> **PROMPT**:
Set down the entries below exactly as written.
DATA Start Marker
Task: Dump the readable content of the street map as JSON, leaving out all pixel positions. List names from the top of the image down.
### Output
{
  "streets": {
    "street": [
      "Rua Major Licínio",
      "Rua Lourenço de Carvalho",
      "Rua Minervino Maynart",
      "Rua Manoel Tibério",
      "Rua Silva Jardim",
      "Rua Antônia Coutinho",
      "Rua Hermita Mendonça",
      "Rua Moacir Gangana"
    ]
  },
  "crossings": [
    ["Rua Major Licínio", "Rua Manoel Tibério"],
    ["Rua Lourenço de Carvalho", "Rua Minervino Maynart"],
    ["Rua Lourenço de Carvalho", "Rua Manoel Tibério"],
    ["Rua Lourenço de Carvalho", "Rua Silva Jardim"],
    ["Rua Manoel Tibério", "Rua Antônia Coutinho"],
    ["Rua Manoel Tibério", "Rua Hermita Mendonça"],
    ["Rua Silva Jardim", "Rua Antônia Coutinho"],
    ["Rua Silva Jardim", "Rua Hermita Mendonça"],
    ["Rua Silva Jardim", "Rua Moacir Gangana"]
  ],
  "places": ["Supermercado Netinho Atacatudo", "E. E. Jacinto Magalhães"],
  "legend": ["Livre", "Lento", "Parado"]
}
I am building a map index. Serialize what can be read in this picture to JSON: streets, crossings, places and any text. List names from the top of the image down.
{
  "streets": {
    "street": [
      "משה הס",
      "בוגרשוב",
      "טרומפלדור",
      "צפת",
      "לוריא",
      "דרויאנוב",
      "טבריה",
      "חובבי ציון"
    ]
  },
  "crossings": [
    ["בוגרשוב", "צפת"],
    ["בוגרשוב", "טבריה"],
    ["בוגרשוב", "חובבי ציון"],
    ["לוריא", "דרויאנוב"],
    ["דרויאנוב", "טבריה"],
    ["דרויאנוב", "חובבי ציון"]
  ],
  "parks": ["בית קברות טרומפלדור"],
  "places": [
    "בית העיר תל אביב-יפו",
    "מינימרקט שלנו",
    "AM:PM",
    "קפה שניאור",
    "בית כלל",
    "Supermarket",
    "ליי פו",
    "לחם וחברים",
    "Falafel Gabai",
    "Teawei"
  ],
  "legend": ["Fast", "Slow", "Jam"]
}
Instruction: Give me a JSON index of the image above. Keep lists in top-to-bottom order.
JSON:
DATA End Marker
> **TASK OUTPUT**:
Task: Dump the readable content of the street map as JSON, leaving out all pixel positions. List names from the top of the image down.
### Output
{
  "streets": {
    "street": [
      "Rua Major Licínio",
      "Rua Lourenço de Carvalho",
      "Rua Minervino Maynart",
      "Rua Manoel Tibério",
      "Rua Silva Jardim",
      "Rua Antônia Coutinho",
      "Rua Hermita Mendonça",
      "Rua Moacir Gangana"
    ]
  },
  "crossings": [
    ["Rua Major Licínio", "Rua Manoel Tibério"],
    ["Rua Lourenço de Carvalho", "Rua Minervino Maynart"],
    ["Rua Lourenço de Carvalho", "Rua Manoel Tibério"],
    ["Rua Lourenço de Carvalho", "Rua Silva Jardim"],
    ["Rua Manoel Tibério", "Rua Antônia Coutinho"],
    ["Rua Manoel Tibério", "Rua Hermita Mendonça"],
    ["Rua Silva Jardim", "Rua Antônia Coutinho"],
    ["Rua Silva Jardim", "Rua Hermita Mendonça"],
    ["Rua Silva Jardim", "Rua Moacir Gangana"]
  ],
  "places": ["Supermercado Netinho Atacatudo", "E. E. Jacinto Magalhães"],
  "legend": ["Livre", "Lento", "Parado"]
}
I am building a map index. Serialize what can be read in this picture to JSON: streets, crossings, places and any text. List names from the top of the image down.
{
  "streets": {
    "street": [
      "משה הס",
      "בוגרשוב",
      "טרומפלדור",
      "צפת",
      "לוריא",
      "דרויאנוב",
      "טבריה",
      "חובבי ציון"
    ]
  },
  "crossings": [
    ["בוגרשוב", "צפת"],
    ["בוגרשוב", "טבריה"],
    ["בוגרשוב", "חובבי ציון"],
    ["לוריא", "דרויאנוב"],
    ["דרויאנוב", "טבריה"],
    ["דרויאנוב", "חובבי ציון"]
  ],
  "parks": ["בית קברות טרומפלדור"],
  "places": [
    "בית העיר תל אביב-יפו",
    "מינימרקט שלנו",
    "AM:PM",
    "קפה שניאור",
    "בית כלל",
    "Supermarket",
    "ליי פו",
    "לחם וחברים",
    "Falafel Gabai",
    "Teawei"
  ],
  "legend": ["Fast", "Slow", "Jam"]
}
Instruction: Give me a JSON index of the image above. Keep lists in top-to-bottom order.
JSON:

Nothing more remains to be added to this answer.